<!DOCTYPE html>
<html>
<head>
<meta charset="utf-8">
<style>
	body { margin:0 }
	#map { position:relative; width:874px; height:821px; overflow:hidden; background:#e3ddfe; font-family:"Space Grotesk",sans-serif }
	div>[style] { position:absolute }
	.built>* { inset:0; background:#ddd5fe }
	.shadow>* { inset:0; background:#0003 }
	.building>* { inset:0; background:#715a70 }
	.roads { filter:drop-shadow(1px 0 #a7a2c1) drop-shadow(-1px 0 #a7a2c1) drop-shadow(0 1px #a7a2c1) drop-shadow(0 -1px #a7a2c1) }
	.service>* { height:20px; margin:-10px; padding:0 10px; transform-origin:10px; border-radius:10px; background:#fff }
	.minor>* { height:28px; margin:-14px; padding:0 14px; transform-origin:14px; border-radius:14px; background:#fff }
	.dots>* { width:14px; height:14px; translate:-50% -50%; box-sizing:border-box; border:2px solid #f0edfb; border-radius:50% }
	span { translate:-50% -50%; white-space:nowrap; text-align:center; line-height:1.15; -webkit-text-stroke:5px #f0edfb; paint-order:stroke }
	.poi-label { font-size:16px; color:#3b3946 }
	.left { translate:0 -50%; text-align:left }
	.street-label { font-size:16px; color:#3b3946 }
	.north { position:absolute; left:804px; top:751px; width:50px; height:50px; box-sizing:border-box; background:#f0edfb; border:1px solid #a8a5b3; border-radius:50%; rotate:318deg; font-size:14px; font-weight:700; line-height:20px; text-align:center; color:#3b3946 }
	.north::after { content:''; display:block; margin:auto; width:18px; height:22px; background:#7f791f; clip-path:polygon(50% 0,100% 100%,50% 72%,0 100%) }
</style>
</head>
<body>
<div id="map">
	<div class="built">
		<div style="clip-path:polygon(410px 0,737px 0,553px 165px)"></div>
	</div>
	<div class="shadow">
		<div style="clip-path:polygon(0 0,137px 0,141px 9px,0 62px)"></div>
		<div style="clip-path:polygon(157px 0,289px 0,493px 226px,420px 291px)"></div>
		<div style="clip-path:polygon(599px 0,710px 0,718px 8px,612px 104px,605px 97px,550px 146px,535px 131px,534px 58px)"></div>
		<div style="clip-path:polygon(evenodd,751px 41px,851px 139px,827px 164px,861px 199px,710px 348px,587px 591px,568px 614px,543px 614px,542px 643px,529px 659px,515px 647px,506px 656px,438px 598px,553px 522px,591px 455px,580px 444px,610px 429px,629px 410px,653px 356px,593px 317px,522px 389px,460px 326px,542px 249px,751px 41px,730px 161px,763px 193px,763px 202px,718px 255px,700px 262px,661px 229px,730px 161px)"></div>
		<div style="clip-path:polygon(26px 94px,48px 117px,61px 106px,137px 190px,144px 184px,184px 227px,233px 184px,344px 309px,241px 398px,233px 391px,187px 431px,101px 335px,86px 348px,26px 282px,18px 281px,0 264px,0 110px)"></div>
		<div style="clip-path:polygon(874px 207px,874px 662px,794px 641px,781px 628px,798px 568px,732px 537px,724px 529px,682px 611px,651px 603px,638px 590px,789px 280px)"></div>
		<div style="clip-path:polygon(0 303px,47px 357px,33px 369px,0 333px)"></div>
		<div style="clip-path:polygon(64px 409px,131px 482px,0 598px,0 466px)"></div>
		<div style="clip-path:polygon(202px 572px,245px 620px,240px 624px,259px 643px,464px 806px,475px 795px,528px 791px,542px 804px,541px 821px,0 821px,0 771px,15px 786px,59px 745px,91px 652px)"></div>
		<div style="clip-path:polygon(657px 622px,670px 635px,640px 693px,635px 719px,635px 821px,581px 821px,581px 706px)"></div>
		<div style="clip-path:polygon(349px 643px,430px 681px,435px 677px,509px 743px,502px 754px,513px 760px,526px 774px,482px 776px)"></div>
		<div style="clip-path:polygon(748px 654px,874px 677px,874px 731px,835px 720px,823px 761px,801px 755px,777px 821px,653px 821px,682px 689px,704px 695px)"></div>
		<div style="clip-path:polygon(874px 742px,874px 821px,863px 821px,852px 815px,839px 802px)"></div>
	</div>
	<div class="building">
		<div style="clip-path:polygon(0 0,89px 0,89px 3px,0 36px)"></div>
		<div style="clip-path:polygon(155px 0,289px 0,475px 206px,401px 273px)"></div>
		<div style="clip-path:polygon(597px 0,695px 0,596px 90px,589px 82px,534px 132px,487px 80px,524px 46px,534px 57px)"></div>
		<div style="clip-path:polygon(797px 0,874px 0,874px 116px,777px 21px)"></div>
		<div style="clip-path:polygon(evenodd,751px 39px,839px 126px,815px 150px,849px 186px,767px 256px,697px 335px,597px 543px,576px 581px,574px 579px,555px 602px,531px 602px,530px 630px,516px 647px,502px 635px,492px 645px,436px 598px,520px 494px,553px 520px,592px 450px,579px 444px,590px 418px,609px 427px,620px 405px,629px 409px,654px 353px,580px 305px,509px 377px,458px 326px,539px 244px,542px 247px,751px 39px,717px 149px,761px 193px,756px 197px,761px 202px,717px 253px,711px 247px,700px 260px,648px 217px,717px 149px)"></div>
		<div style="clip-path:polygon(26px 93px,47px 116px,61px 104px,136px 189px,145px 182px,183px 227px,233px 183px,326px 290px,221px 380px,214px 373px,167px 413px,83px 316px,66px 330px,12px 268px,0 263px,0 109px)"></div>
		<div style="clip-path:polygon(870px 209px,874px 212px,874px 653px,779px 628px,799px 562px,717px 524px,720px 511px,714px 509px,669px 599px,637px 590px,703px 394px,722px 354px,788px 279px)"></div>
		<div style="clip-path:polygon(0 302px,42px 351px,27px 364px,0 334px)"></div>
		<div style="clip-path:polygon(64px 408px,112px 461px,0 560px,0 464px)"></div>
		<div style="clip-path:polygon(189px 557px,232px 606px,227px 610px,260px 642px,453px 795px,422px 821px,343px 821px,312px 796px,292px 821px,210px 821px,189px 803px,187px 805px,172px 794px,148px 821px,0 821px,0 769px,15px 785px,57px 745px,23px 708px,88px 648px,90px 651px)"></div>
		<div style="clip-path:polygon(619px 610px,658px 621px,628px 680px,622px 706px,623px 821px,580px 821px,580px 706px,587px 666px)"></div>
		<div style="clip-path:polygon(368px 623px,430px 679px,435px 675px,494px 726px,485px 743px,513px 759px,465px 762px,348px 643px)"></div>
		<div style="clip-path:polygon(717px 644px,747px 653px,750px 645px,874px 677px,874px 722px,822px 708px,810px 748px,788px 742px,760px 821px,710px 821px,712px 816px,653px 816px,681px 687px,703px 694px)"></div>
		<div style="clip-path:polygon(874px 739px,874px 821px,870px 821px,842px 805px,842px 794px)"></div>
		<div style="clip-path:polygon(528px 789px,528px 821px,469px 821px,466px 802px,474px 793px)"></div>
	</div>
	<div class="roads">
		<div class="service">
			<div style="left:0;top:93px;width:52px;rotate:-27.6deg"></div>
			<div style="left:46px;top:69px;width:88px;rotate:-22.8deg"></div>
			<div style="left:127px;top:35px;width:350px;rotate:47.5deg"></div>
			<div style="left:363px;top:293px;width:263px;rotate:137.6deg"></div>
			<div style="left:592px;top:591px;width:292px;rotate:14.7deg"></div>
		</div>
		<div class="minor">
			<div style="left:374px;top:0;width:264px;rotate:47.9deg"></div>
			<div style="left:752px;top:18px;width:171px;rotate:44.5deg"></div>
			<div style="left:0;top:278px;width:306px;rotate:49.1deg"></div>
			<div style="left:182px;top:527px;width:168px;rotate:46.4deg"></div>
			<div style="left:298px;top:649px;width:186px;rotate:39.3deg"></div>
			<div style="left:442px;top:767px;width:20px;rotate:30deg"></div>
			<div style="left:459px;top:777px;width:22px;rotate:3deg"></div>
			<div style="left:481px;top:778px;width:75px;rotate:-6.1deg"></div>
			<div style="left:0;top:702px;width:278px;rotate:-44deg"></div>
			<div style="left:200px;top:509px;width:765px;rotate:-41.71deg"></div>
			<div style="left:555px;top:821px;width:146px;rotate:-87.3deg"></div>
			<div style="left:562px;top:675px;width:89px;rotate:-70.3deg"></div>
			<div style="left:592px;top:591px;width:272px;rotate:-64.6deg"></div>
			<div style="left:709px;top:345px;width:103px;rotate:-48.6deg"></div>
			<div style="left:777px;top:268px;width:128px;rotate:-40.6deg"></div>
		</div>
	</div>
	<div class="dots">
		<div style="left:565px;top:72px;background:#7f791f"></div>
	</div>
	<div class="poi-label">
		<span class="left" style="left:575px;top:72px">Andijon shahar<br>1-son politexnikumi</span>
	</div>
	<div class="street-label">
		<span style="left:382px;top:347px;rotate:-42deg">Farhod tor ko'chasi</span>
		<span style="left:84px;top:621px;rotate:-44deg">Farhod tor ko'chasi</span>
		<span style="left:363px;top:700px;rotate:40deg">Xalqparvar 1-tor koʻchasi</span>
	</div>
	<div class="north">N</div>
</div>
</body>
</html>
---
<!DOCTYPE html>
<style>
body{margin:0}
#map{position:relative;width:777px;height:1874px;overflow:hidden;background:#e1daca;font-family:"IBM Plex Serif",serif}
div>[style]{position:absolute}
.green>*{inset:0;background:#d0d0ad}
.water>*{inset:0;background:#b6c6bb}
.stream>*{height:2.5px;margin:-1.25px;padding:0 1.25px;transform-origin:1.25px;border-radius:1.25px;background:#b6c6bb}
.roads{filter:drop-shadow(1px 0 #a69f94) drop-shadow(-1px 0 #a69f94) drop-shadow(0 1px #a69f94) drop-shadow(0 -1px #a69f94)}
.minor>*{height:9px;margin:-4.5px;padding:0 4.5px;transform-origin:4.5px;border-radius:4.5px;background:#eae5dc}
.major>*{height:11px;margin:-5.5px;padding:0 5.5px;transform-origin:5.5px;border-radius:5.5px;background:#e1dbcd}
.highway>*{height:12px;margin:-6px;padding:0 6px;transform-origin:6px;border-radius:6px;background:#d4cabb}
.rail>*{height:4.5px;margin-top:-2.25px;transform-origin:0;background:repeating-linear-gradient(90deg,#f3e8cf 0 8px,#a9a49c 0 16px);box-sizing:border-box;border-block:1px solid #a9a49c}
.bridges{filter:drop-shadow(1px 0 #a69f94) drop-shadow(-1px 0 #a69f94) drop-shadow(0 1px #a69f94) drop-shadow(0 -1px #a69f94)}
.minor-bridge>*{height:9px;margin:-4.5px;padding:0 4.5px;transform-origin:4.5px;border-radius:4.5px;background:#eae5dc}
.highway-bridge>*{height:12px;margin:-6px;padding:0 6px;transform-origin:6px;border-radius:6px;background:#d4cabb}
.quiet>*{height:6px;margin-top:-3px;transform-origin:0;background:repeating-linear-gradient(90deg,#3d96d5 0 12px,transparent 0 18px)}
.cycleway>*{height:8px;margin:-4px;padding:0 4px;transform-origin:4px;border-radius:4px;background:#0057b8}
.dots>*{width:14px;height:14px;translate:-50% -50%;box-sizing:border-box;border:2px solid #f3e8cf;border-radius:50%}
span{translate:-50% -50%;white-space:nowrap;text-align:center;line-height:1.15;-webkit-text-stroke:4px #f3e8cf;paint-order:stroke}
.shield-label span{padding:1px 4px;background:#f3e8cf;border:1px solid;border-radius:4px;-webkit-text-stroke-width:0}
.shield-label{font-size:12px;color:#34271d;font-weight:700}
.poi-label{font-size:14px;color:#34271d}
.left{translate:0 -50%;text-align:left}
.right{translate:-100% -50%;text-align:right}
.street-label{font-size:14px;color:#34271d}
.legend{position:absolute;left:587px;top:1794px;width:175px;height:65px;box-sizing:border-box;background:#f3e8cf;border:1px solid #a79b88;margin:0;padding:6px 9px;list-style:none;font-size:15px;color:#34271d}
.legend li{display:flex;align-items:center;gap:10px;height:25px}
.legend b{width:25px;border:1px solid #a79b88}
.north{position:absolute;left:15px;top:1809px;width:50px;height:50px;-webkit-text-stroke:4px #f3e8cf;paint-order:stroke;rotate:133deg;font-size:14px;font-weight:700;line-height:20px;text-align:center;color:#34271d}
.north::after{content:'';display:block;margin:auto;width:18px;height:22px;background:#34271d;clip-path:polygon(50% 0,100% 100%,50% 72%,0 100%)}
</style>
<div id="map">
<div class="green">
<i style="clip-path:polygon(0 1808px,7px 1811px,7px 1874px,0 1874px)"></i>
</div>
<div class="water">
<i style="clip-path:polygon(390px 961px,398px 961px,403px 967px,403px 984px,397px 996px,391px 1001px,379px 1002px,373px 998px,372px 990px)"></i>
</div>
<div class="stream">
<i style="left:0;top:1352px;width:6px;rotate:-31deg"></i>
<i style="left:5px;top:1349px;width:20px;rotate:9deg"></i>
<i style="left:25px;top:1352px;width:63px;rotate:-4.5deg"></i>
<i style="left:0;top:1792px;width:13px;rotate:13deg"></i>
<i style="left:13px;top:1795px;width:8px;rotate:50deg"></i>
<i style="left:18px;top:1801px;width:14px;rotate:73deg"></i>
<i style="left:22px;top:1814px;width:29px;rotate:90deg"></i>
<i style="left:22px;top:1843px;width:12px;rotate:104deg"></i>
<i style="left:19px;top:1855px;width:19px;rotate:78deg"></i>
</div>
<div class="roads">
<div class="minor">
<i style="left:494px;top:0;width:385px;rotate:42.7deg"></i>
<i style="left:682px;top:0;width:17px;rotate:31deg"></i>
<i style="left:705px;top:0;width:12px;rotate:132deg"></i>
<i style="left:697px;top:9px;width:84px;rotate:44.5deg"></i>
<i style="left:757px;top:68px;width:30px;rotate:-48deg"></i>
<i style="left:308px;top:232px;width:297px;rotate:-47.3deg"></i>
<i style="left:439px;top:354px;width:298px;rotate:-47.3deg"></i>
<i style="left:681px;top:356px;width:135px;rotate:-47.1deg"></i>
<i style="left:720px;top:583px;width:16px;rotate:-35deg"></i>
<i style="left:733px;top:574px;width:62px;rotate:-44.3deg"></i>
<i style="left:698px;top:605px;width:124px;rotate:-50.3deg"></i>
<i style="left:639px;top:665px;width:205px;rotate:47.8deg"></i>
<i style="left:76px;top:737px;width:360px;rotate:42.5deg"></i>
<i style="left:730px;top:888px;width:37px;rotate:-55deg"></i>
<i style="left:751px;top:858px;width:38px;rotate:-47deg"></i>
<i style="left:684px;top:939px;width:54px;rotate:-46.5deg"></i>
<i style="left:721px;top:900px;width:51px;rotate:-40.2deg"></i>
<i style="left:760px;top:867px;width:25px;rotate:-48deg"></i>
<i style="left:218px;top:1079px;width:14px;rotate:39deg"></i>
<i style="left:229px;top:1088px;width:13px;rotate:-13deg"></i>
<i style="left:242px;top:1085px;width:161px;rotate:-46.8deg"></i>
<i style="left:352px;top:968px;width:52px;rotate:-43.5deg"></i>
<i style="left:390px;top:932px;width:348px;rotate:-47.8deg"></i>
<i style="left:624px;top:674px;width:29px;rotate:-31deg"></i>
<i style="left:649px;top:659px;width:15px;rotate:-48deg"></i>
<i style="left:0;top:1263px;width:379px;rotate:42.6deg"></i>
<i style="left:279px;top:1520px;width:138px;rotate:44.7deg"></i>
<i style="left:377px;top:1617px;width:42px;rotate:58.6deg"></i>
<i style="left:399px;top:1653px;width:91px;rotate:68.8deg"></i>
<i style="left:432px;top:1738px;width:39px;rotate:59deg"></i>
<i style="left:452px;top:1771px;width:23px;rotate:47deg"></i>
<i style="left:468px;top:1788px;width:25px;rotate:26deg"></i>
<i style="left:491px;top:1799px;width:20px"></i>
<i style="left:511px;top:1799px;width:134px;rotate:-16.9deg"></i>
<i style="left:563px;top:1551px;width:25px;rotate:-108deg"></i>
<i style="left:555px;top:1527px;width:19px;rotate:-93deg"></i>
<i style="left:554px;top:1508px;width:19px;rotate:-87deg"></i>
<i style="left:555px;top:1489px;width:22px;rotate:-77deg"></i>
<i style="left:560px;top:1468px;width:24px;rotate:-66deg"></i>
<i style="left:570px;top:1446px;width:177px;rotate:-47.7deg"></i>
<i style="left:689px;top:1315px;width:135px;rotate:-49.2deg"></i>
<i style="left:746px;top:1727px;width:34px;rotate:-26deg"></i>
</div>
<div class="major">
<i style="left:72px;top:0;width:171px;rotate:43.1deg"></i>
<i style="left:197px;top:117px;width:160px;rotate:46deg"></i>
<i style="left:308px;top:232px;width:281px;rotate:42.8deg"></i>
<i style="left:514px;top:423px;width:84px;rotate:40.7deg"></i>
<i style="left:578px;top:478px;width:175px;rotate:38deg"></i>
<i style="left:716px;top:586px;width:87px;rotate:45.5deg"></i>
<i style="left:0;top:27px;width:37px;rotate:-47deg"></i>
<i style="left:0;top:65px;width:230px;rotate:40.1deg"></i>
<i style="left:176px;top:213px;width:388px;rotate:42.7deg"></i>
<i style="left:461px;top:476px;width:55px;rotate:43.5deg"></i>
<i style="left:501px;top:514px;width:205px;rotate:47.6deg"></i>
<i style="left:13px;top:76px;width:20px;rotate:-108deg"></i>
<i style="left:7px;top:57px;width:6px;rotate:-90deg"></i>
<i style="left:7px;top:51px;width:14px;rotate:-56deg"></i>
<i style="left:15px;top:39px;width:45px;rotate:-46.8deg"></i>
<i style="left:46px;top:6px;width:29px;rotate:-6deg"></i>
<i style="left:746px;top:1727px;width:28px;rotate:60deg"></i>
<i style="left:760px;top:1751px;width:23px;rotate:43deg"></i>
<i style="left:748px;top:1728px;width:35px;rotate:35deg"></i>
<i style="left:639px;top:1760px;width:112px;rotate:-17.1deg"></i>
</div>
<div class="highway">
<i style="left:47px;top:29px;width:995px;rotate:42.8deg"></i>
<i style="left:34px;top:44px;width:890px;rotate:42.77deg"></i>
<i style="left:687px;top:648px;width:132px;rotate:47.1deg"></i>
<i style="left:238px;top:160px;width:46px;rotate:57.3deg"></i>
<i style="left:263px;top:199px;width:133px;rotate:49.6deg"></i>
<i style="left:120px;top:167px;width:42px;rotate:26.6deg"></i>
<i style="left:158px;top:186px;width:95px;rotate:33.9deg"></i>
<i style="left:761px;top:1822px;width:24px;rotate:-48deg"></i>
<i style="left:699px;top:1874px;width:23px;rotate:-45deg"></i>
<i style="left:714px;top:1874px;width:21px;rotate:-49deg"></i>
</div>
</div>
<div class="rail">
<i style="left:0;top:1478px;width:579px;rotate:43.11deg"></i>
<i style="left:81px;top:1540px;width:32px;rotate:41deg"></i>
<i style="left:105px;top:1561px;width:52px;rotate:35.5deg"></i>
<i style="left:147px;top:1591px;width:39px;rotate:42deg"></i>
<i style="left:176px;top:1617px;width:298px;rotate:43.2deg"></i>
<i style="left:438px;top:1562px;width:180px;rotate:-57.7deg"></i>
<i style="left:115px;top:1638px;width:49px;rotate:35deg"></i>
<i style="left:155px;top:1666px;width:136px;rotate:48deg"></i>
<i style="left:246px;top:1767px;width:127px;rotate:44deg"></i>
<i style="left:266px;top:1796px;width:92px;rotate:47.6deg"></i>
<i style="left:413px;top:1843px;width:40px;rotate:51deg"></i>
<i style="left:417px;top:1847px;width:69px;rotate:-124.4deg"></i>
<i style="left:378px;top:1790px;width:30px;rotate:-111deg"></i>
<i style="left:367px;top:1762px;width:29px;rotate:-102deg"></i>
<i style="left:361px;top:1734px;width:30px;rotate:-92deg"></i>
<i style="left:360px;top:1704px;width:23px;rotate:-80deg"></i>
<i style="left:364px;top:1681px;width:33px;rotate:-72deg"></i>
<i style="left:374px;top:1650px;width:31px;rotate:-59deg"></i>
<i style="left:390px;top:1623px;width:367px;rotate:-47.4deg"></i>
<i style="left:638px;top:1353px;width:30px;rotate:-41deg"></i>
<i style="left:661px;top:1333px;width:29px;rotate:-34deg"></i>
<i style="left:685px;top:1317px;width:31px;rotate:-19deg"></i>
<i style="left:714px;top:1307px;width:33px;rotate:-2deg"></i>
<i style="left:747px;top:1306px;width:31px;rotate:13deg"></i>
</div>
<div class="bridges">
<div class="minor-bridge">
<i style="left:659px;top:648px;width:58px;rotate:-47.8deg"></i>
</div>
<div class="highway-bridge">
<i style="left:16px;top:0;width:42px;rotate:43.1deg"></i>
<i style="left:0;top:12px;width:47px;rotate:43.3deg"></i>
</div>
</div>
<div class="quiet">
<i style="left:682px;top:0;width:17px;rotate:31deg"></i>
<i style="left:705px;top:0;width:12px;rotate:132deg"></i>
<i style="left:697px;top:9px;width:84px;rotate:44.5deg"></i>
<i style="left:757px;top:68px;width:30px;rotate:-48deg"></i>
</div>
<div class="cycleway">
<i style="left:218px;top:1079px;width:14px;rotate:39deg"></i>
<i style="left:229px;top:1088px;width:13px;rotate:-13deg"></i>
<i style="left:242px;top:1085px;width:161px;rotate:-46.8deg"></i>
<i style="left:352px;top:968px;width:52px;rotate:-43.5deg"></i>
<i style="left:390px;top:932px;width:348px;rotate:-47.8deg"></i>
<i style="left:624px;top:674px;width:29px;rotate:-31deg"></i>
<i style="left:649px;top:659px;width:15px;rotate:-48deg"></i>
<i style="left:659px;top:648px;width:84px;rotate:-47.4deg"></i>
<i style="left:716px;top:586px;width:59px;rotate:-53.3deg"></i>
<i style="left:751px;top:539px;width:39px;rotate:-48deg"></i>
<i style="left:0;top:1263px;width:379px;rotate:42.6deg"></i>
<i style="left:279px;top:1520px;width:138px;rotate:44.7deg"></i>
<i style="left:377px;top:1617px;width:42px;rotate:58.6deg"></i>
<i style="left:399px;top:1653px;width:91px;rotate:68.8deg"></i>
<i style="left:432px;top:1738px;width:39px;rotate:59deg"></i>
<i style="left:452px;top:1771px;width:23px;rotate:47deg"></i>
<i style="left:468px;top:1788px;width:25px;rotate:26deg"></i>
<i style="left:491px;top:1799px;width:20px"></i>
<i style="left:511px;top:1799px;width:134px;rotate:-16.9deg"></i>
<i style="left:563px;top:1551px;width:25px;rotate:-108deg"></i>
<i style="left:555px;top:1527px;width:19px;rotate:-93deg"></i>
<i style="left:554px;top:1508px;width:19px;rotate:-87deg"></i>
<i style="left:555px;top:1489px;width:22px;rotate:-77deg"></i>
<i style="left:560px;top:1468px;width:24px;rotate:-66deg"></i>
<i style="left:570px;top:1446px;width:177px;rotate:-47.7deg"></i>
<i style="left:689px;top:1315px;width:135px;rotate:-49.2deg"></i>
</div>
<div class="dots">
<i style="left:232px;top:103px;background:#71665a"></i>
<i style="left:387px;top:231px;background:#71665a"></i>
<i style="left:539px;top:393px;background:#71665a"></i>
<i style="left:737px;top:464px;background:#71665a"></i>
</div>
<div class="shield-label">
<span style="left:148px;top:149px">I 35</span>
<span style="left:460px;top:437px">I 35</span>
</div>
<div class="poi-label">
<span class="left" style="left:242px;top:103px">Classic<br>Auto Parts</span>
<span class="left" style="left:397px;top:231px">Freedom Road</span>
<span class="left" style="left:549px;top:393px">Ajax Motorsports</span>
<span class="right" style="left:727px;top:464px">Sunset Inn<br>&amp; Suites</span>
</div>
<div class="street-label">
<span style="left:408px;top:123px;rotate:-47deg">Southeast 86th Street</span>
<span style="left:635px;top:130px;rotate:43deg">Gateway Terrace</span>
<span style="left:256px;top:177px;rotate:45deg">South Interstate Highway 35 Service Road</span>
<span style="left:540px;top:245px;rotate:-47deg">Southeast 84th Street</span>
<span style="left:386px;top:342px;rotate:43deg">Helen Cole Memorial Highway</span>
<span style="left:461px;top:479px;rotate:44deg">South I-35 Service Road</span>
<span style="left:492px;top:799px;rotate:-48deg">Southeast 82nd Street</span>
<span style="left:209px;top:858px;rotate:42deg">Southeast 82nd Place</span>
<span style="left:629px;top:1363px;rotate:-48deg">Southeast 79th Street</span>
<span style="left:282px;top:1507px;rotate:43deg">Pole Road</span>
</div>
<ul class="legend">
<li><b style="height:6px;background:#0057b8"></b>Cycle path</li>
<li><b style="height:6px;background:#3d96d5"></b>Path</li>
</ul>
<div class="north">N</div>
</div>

### Task objective
Check each line of the records above, and copy those that hold the word "hidden".

### Result
	#map { position:relative; width:874px; height:821px; overflow:hidden; background:#e3ddfe; font-family:"Space Grotesk",sans-serif }
#map{position:relative;width:777px;height:1874px;overflow:hidden;background:#e1daca;font-family:"IBM Plex Serif",serif}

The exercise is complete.